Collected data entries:
- Opening Delimiter -
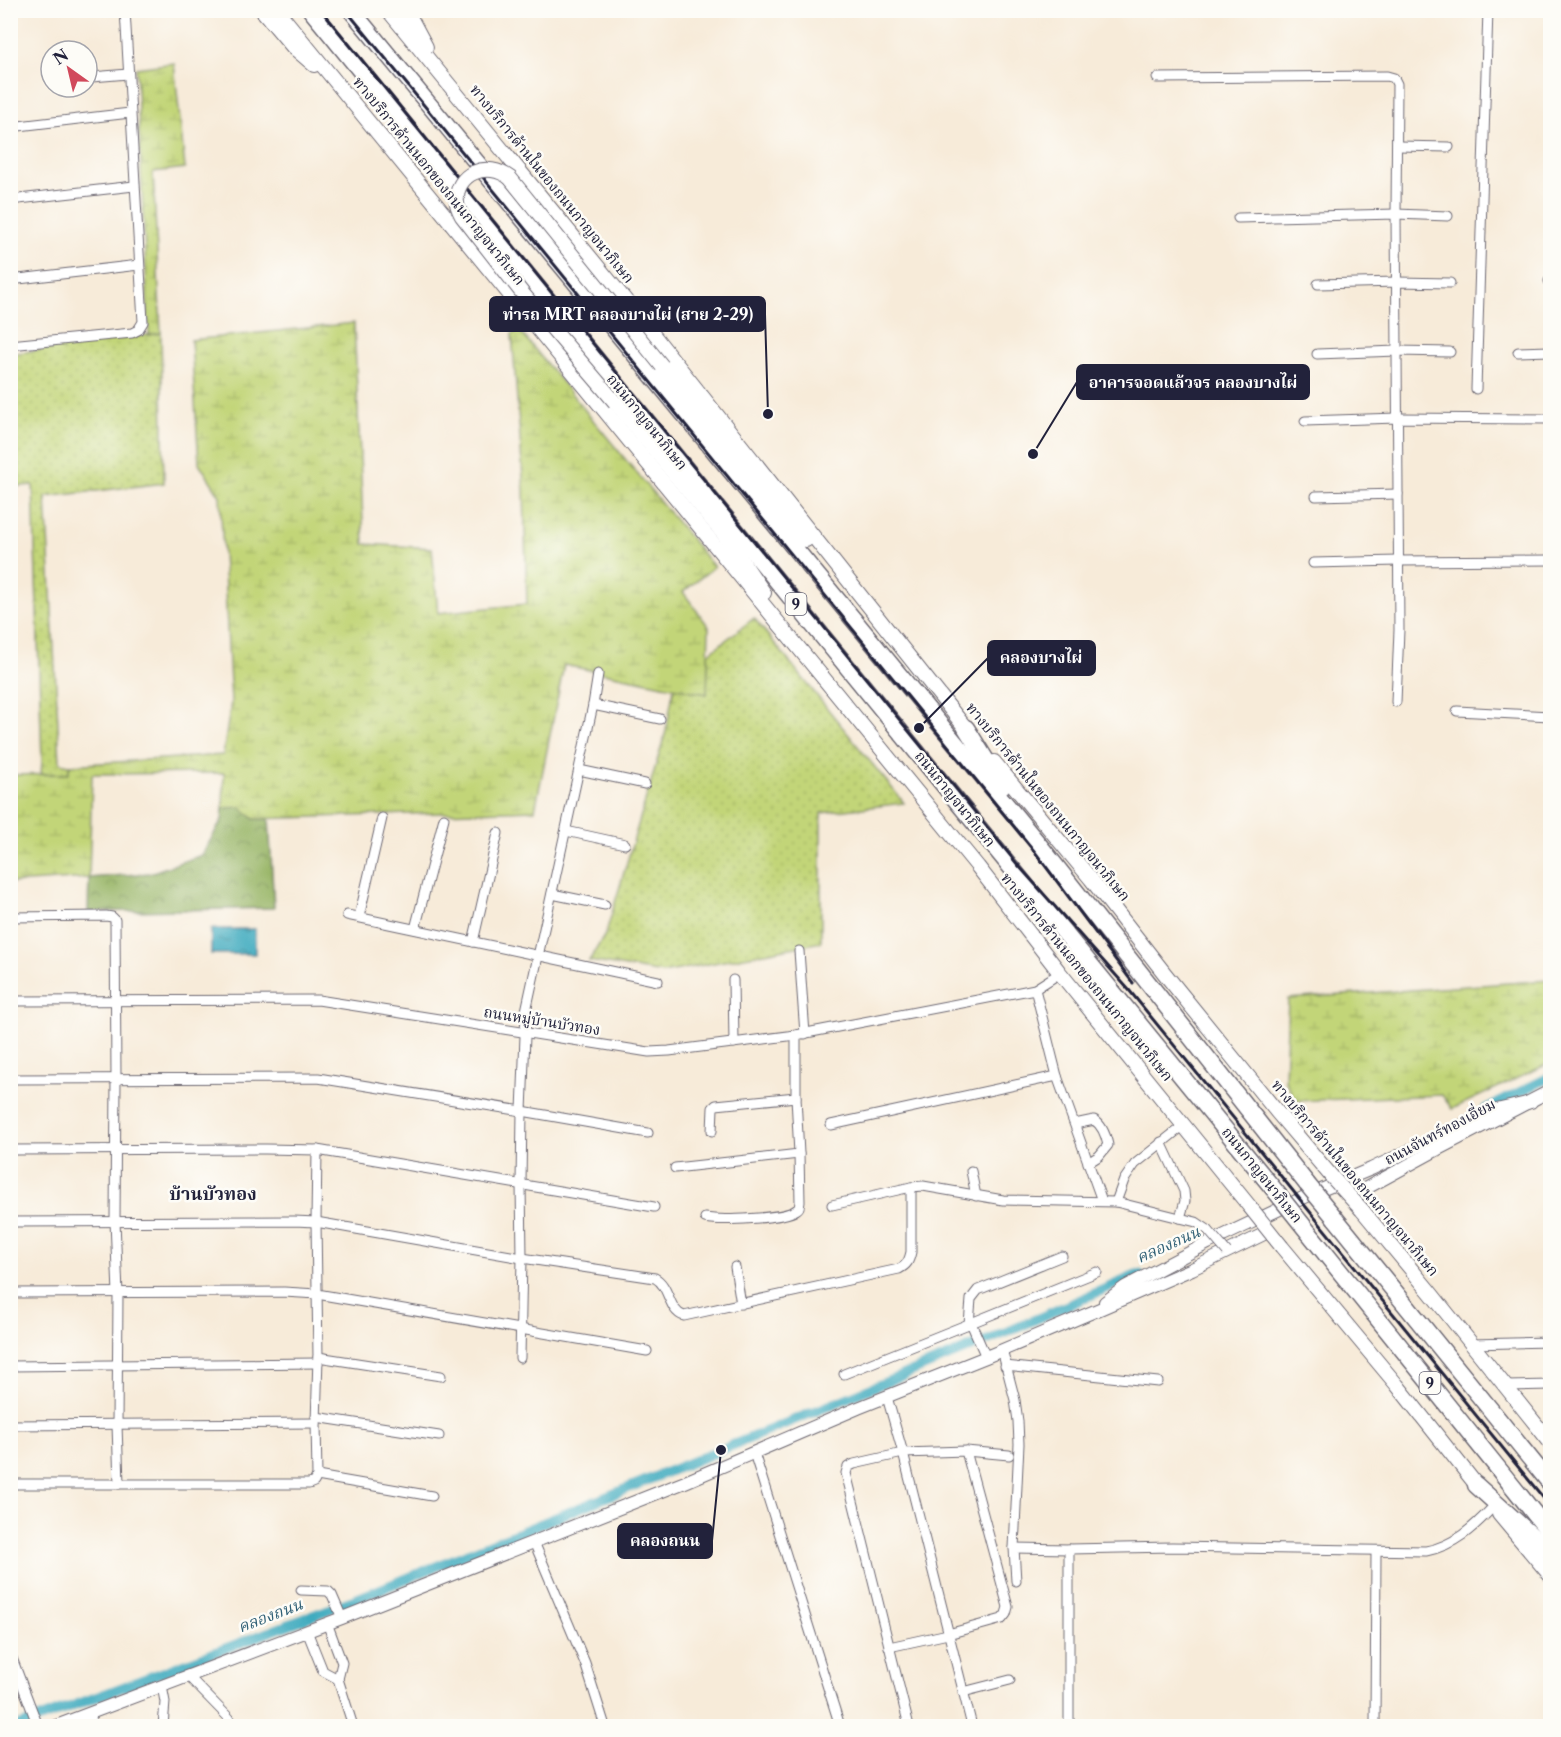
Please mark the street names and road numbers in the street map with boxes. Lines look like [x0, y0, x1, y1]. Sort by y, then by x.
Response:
street label: ทางบริการด้านนอกของถนนกาญจนาภิเษก [349, 73, 530, 289]
street label: ทางบริการด้านในของถนนกาญจนาภิเษก [466, 80, 639, 287]
street label: ถนนกาญจนาภิเษก [603, 370, 692, 474]
road number: 9 [786, 593, 806, 615]
street label: ทางบริการด้านในของถนนกาญจนาภิเษก [962, 698, 1135, 905]
street label: ถนนกาญจนาภิเษก [911, 747, 1000, 851]
street label: ทางบริการด้านนอกของถนนกาญจนาภิเษก [997, 869, 1178, 1085]
street label: ถนนหมู่บ้านบัวทอง [482, 1002, 602, 1040]
street label: ทางบริการด้านในของถนนกาญจนาภิเษก [1268, 1075, 1444, 1280]
street label: ถนนจันทร์ทองเอี่ยม [1380, 1093, 1499, 1169]
street label: ถนนกาญจนาภิเษก [1218, 1123, 1307, 1227]
road number: 9 [1420, 1372, 1440, 1394]

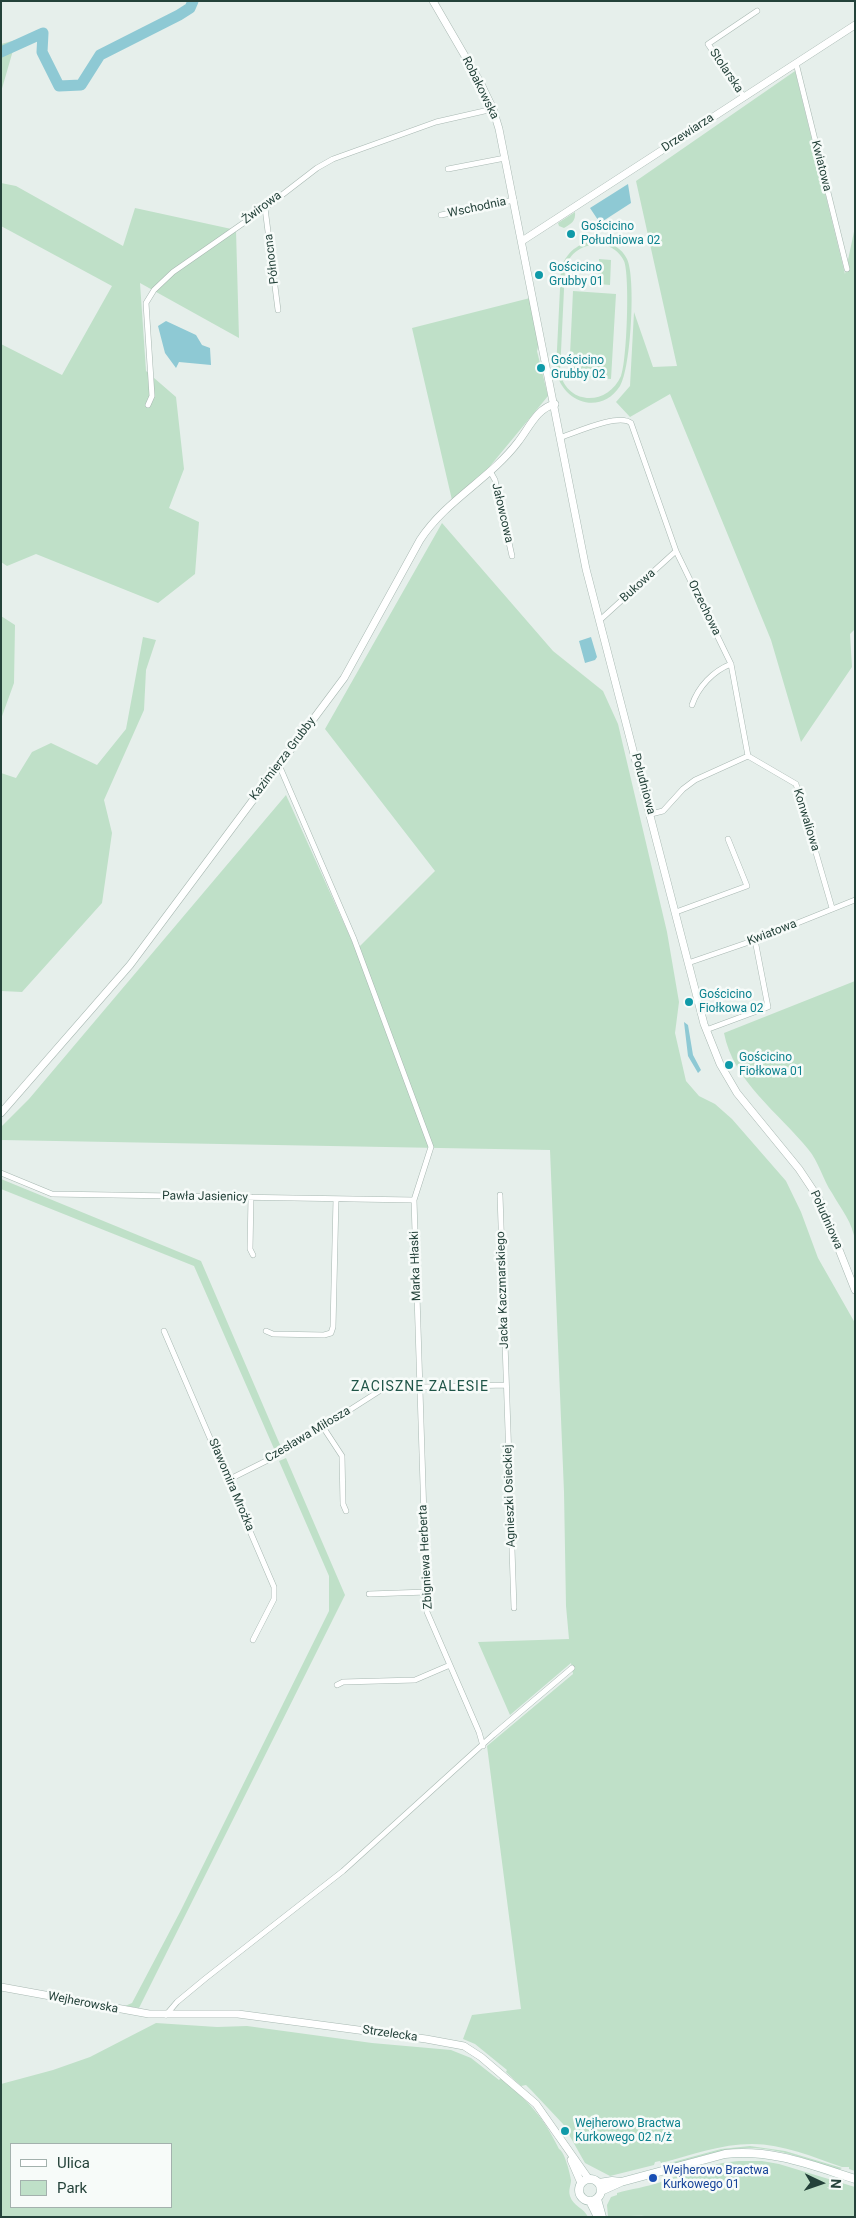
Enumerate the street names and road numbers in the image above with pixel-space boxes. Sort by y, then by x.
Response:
street label: Stolarska [706,46,746,96]
street label: Robakowska [459,54,501,122]
street label: Drzewiarza [659,111,717,155]
street label: Kwiatowa [808,139,834,193]
street label: Żwirowa [240,189,284,227]
street label: Wschodnia [446,195,508,221]
street label: Północna [262,233,282,285]
street label: Jałowcowa [488,482,516,544]
street label: Bukowa [617,566,659,606]
street label: Orzechowa [684,578,724,638]
street label: Kazimierza Grubby [247,715,319,803]
street label: Południowa [628,752,658,816]
street label: Konwaliowa [790,787,822,853]
street label: Kwiatowa [745,917,799,949]
street label: Południowa [807,1188,845,1252]
street label: Pawła Jasienicy [162,1189,248,1205]
street label: Marka Hłaski [408,1231,424,1301]
street label: Jacka Kaczmarskiego [494,1231,512,1349]
street label: Czesława Miłosza [263,1404,353,1466]
street label: Sławomira Mrożka [205,1436,257,1534]
street label: Agnieszki Osieckiej [501,1444,519,1548]
street label: Zbigniewa Herberta [416,1504,436,1610]
street label: Wejherowska [47,1989,119,2017]
street label: Strzelecka [362,2023,418,2045]

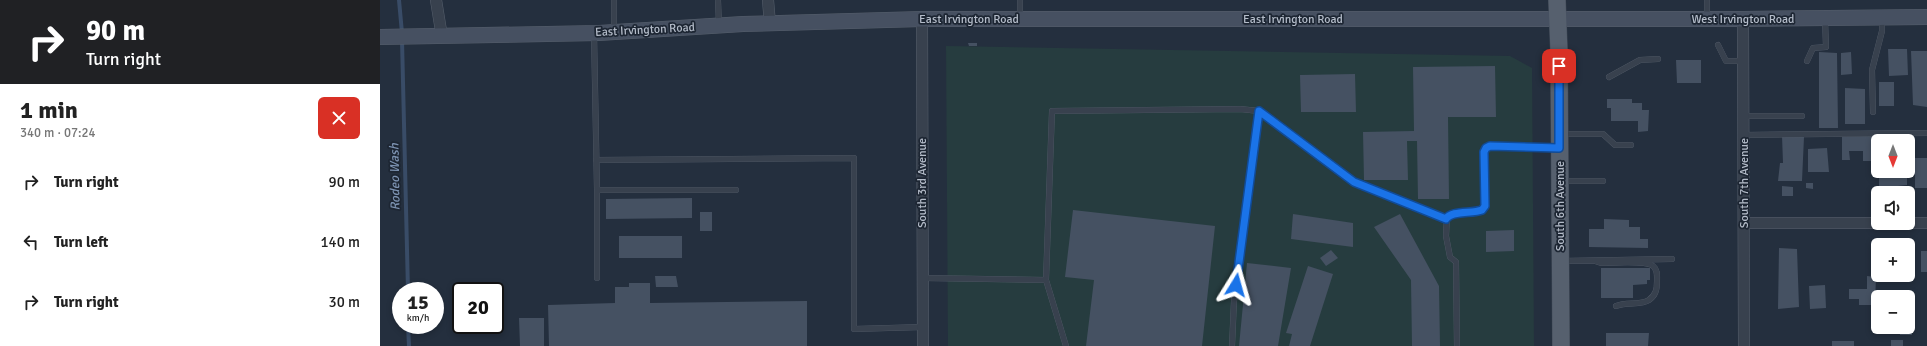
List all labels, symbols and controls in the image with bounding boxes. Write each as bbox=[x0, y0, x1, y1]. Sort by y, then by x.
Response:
street label: East Irvington Road bbox=[919, 12, 1019, 27]
street label: East Irvington Road bbox=[1243, 12, 1343, 27]
street label: West Irvington Road bbox=[1692, 12, 1794, 27]
text: 90 m bbox=[86, 14, 145, 48]
icon: right bbox=[20, 16, 72, 68]
street label: East Irvington Road bbox=[595, 20, 695, 40]
text: Turn right bbox=[86, 48, 161, 70]
pin bbox=[1542, 49, 1576, 83]
icon: arrive bbox=[1548, 55, 1570, 77]
text: 1 min bbox=[20, 95, 78, 125]
button: close bbox=[318, 97, 360, 139]
text: 340 m · 07:24 bbox=[20, 125, 96, 141]
north arrow bbox=[1871, 134, 1915, 178]
map controls bbox=[1871, 134, 1915, 334]
street label: South 3rd Avenue bbox=[915, 138, 930, 228]
street label: South 7th Avenue bbox=[1737, 138, 1752, 228]
water label: Rodeo Wash bbox=[386, 142, 404, 211]
street label: South 6th Avenue bbox=[1553, 161, 1568, 251]
icon: right bbox=[20, 171, 42, 193]
text: Turn right bbox=[54, 173, 119, 191]
text: 90 m bbox=[329, 173, 360, 191]
button: sound bbox=[1871, 186, 1915, 230]
icon: left bbox=[20, 231, 42, 253]
text: Turn left bbox=[54, 233, 108, 251]
text: 140 m bbox=[320, 233, 360, 251]
button: + bbox=[1871, 238, 1915, 282]
position arrow bbox=[1215, 264, 1257, 306]
speed limit sign: 20 bbox=[452, 282, 504, 334]
text: 15 bbox=[407, 290, 429, 315]
button: − bbox=[1871, 290, 1915, 334]
icon: right bbox=[20, 291, 42, 313]
text: Turn right bbox=[54, 293, 119, 311]
text: 30 m bbox=[329, 293, 360, 311]
text: km/h bbox=[407, 312, 429, 324]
- Closing Delimiter -
Brief> How many lines above contain the word "South"? Reply with only the number.

Output below> 3